Aim of the task:
Search the data for the string "halo", and report each line where it is found.
[Input data Boundary: Start]
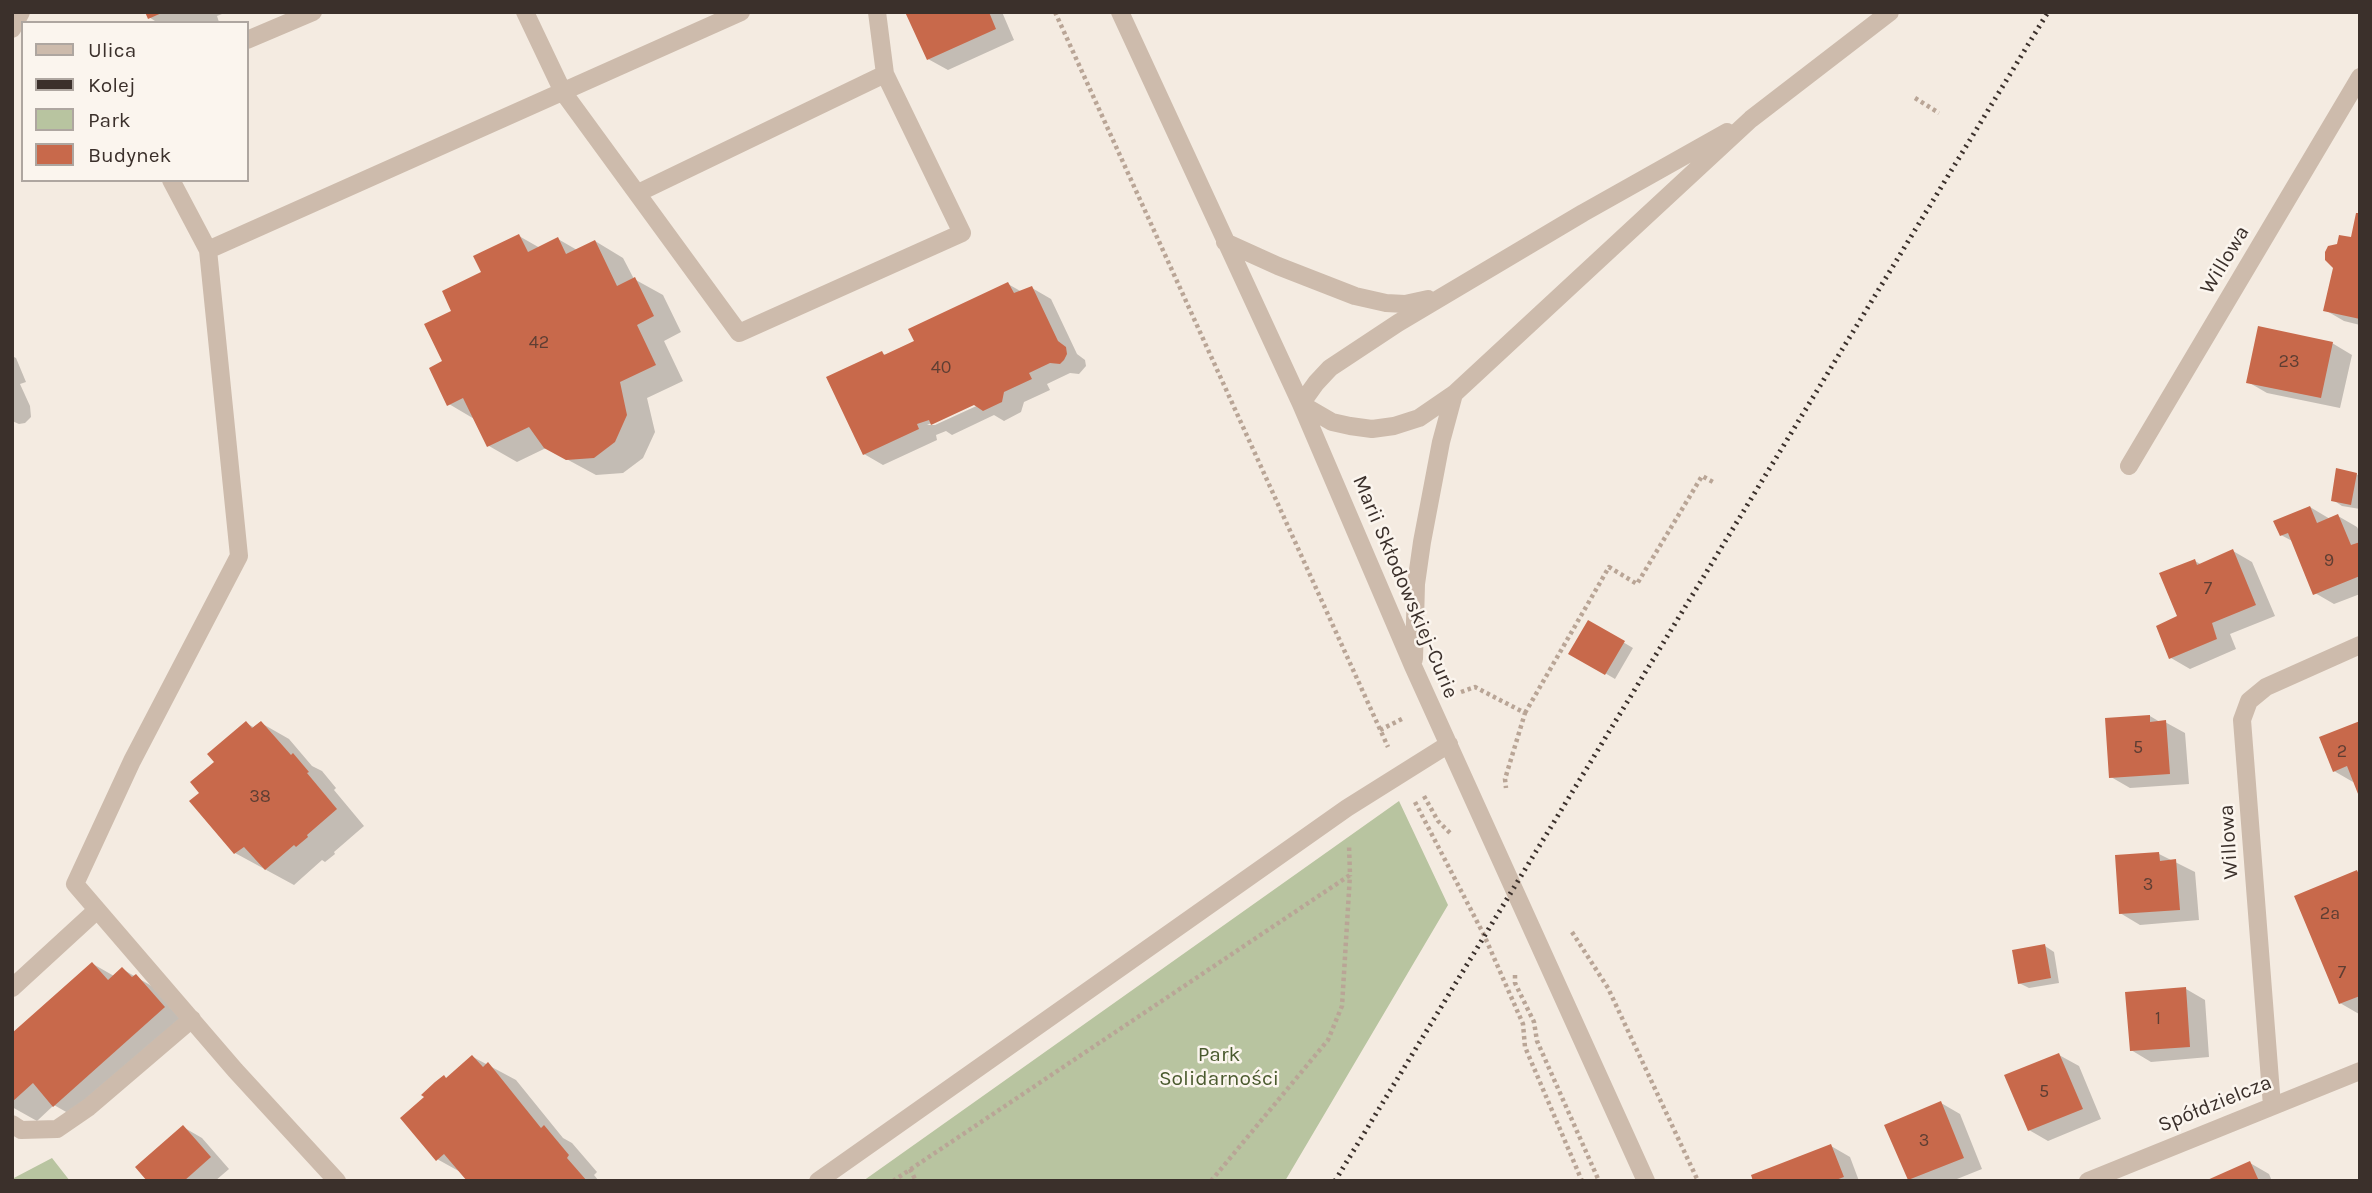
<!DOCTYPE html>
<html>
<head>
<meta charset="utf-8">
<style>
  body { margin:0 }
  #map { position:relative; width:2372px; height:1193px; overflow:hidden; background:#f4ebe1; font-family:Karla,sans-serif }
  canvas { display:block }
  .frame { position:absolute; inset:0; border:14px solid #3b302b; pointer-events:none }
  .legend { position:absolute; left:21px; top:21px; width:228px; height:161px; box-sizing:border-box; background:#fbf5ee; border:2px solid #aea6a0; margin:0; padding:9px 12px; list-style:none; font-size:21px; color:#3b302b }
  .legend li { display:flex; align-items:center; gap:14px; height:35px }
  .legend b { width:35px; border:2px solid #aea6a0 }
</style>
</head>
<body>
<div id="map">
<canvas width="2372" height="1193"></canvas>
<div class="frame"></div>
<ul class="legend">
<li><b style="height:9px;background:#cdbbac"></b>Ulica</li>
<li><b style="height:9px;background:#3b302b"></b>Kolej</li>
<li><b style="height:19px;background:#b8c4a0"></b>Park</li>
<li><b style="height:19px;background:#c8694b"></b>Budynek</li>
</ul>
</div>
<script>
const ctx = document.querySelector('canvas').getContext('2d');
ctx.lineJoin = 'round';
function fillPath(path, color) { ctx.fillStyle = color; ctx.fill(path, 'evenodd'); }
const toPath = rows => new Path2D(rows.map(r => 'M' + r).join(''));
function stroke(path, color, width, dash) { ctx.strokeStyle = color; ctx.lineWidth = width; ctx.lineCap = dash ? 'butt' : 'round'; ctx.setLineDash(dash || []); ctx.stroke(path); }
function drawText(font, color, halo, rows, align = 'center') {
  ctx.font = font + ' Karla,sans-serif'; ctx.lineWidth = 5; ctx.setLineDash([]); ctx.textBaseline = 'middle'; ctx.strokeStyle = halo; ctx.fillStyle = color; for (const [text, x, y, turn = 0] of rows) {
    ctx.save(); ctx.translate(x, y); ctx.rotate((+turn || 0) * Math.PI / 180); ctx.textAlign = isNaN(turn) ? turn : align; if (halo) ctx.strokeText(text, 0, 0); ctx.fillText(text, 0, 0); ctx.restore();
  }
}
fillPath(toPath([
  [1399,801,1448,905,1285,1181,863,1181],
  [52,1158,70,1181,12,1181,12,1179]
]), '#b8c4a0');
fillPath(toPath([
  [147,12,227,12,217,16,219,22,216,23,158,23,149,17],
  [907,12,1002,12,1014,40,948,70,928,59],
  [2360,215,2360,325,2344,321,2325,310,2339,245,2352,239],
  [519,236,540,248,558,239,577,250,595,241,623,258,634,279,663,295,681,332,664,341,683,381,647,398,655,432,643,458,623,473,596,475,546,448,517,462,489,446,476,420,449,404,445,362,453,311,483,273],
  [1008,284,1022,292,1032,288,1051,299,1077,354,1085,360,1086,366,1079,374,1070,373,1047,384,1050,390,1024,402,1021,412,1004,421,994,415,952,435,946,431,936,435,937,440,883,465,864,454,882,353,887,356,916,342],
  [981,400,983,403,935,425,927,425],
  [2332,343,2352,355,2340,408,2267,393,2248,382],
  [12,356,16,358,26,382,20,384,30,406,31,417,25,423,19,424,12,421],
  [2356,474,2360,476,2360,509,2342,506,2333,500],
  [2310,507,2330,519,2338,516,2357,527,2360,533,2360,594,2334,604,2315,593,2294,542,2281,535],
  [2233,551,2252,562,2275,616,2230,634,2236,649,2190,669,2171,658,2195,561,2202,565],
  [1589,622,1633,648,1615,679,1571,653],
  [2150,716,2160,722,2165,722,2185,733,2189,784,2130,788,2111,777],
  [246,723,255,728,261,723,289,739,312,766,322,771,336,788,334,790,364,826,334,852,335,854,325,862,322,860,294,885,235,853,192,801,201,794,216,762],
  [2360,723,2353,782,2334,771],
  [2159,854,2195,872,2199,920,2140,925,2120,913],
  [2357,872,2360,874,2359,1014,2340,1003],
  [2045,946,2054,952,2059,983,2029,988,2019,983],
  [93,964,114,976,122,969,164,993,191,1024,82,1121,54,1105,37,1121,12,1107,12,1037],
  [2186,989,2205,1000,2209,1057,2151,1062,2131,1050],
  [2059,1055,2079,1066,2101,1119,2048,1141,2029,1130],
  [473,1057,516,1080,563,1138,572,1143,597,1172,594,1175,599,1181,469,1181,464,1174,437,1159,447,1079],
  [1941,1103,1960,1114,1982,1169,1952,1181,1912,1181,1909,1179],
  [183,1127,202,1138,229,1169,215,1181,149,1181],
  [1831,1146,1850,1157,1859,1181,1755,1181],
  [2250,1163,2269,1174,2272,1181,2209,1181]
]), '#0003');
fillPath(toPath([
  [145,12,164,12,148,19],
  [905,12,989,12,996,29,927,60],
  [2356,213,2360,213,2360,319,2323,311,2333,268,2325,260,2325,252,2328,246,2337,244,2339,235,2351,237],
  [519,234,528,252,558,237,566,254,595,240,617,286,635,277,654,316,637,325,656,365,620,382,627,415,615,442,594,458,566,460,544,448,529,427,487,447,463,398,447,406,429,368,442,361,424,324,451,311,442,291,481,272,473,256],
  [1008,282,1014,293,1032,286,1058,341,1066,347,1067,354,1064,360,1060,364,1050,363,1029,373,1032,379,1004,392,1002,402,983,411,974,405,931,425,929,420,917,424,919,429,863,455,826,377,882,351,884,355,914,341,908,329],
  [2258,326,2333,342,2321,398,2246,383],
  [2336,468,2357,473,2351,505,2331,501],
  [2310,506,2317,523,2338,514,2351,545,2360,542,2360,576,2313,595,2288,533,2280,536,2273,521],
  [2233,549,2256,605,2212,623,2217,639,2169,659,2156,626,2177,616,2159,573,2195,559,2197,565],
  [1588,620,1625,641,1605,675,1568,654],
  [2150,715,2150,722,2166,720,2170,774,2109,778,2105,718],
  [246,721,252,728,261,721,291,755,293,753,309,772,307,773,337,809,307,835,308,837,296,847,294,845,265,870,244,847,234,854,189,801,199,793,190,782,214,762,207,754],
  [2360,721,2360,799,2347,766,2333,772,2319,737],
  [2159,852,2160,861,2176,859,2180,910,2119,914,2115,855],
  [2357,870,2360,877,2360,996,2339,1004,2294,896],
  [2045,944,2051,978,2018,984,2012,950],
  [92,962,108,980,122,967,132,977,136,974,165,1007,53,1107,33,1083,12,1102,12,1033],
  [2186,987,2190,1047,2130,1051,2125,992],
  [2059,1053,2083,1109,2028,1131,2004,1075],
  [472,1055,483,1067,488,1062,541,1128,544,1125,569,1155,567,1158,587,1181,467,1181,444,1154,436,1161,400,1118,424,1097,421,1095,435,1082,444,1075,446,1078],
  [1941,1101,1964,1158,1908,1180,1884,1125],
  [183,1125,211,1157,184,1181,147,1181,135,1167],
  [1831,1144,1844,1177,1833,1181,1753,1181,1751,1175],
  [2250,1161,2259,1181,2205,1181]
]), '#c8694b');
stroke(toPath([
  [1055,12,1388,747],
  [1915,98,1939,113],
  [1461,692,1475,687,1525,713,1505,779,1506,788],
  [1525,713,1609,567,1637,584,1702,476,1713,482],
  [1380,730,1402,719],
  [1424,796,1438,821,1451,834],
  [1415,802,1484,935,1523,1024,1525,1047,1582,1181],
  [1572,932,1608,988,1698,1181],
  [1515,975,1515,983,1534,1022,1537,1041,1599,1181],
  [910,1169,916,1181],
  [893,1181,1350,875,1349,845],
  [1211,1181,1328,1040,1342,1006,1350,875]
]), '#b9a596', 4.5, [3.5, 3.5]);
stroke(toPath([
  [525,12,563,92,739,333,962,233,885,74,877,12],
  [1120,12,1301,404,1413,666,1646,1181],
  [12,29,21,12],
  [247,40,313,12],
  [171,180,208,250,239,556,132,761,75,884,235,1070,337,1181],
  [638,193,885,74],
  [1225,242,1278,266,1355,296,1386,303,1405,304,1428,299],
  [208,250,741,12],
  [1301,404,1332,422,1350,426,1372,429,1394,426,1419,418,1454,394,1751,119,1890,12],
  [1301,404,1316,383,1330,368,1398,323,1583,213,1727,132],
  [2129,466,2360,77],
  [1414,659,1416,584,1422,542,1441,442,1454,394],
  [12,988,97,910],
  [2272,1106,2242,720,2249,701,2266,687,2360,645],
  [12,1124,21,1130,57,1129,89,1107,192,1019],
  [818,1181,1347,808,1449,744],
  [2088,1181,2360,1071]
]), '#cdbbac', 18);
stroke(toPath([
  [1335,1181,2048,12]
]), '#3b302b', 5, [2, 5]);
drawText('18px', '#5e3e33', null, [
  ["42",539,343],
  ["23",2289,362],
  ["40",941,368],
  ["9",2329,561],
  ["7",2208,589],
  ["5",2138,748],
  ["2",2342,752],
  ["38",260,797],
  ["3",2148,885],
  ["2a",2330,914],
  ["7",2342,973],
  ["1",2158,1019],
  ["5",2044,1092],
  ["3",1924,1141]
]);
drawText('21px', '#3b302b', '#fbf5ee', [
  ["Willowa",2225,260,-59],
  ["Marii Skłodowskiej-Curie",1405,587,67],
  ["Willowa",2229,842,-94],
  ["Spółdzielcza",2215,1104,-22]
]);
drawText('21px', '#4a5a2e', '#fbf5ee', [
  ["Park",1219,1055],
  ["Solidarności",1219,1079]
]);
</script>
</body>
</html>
[Input data Boundary: End]
Exercise output:
function drawText(font, color, halo, rows, align = 'center') {
  ctx.font = font + ' Karla,sans-serif'; ctx.lineWidth = 5; ctx.setLineDash([]); ctx.textBaseline = 'middle'; ctx.strokeStyle = halo; ctx.fillStyle = color; for (const [text, x, y, turn = 0] of rows) {
    ctx.save(); ctx.translate(x, y); ctx.rotate((+turn || 0) * Math.PI / 180); ctx.textAlign = isNaN(turn) ? turn : align; if (halo) ctx.strokeText(text, 0, 0); ctx.fillText(text, 0, 0); ctx.restore();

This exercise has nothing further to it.